README
¶
Go: graph, strongly connected components
Reference
- Strongly connected component
- Tarjan's strongly connected components algorithm
- github.com/gyuho/goraph
Strongly Connected Components: Tarjan
In the mathematical theory of directed graphs, a graph is said to be strongly connected if every vertex is reachable from every other vertex.
Strongly connected component by Wikipedia
Tarjan's Algorithm is an algorithm in graph theory for finding the strongly connected components of a graph.
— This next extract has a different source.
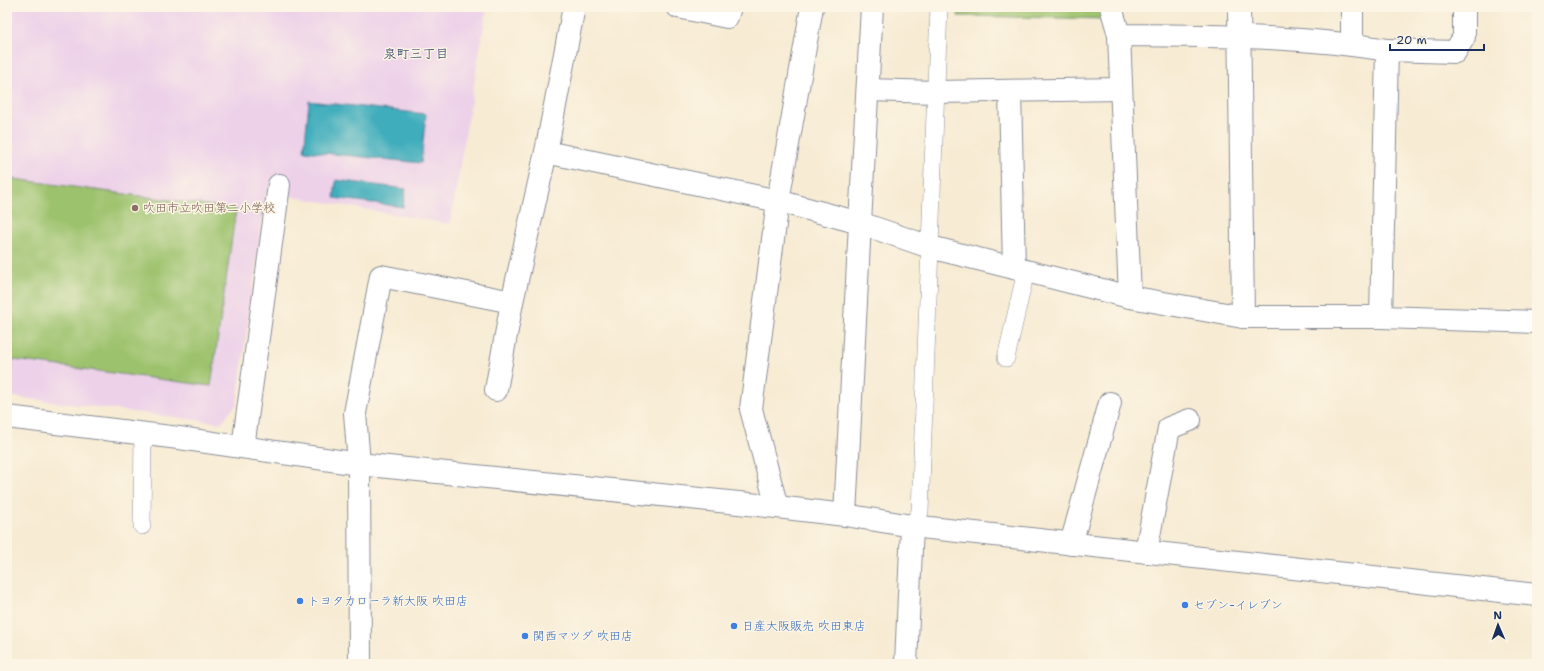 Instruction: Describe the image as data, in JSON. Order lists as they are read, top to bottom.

Although proposed earlier, it can be seen as an improved version of Kosaraju's algorithm, and is comparable in efficiency to the path-based strong component algorithm. Tarjan's Algorithm is named for its discoverer, Robert Tarjan.
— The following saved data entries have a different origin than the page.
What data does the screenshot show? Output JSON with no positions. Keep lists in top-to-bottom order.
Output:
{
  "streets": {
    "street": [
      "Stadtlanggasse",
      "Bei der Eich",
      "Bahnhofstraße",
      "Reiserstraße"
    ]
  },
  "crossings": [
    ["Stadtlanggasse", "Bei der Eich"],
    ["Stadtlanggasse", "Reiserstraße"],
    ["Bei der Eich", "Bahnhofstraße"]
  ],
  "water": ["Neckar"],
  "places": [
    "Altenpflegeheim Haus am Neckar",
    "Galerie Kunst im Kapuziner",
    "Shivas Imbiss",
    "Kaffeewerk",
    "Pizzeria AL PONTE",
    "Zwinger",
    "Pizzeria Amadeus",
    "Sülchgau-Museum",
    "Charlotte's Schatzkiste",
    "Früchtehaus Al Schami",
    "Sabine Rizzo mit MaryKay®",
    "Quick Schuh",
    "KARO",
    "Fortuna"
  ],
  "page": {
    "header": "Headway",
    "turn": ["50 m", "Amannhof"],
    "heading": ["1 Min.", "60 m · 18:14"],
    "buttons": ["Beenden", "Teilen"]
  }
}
Tarjan's strongly connected components algorithm by Wikipedia
0. Tarjan(G):
1.
2. globalIndex = 0 // smallest unused index
3. let S be a stack
4. result = [][]
5.
6. for each vertex v in G:
7. if v.index is undefined:
8. tarjan(G, v, globalIndex, S, result)
9.
10. return result
11.
12.
13. tarjan(G, v, globalIndex, S, result):
14.
15. v.index = globalIndex
16. v.lowLink = globalIndex
17. globalIndex++
18. S.push(v)
19.
20. for each child vertex w of v:
21.
22. if w.index is undefined:
23. recursively tarjan(G, w, globalIndex, S, result)
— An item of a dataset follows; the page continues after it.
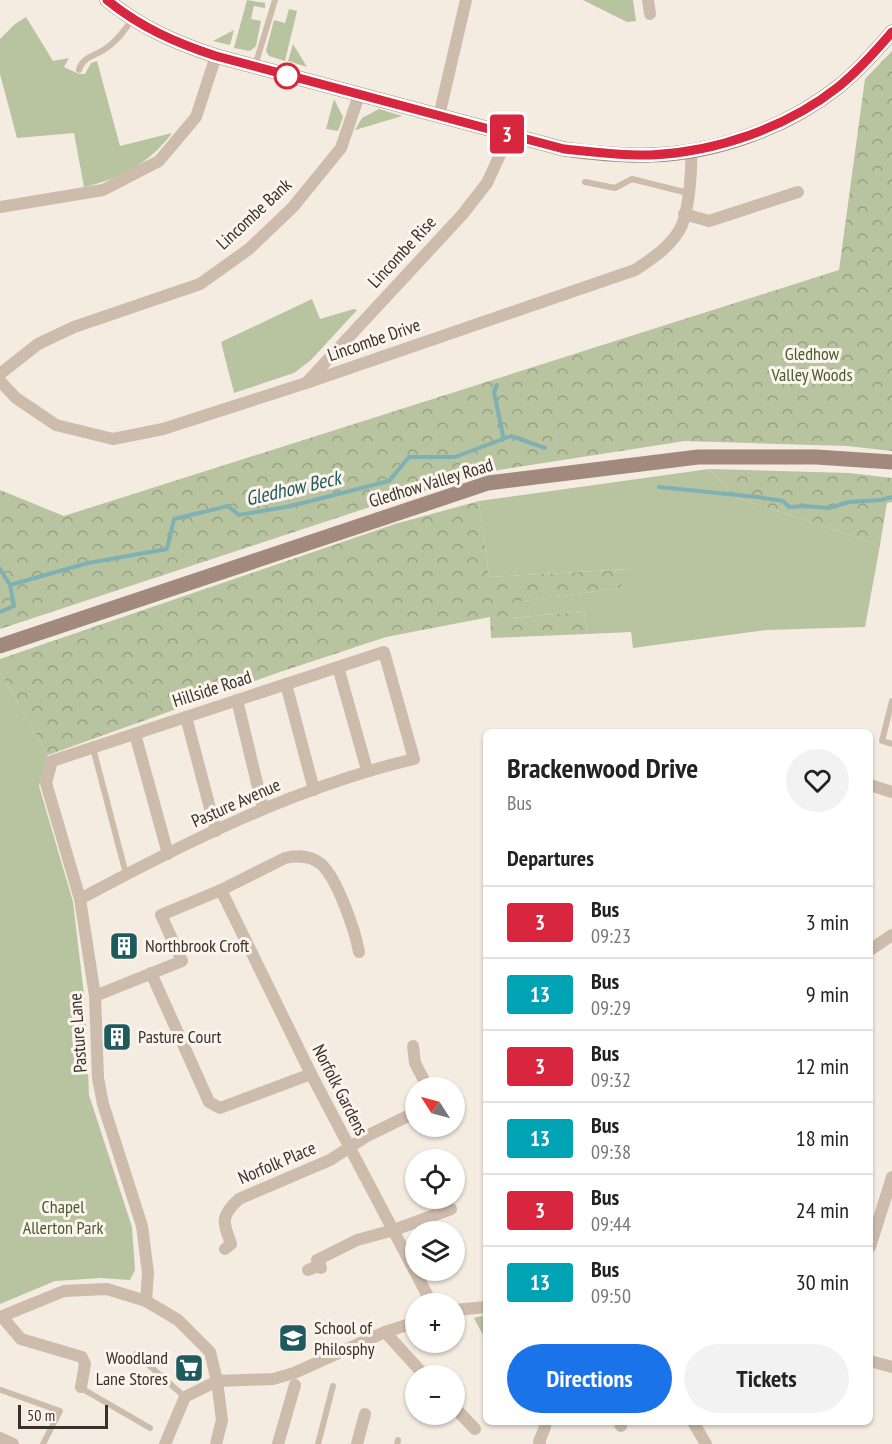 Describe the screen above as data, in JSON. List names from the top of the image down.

24. v.lowLink = min(v.lowLink, w.lowLink)
25.
26. else if w is in S:
27. v.lowLink = min(v.lowLink, w.index)
28.
29. // if v is the root
30. if v.lowLink == v.index:
31.
32. // start a new strongly connected component
33. component = []
34.
35. while True:
36.
37. u = S.pop()
38. component.push(u)
39.
40. if u == v:
41. result.push(component)
42. break
Here's how it works:
Here's Go implementation:
package main
import (
"bytes"
"encoding/json"
"fmt"
"io"
"log"
"os"
"sync"
)
// Tarjan finds the strongly connected components.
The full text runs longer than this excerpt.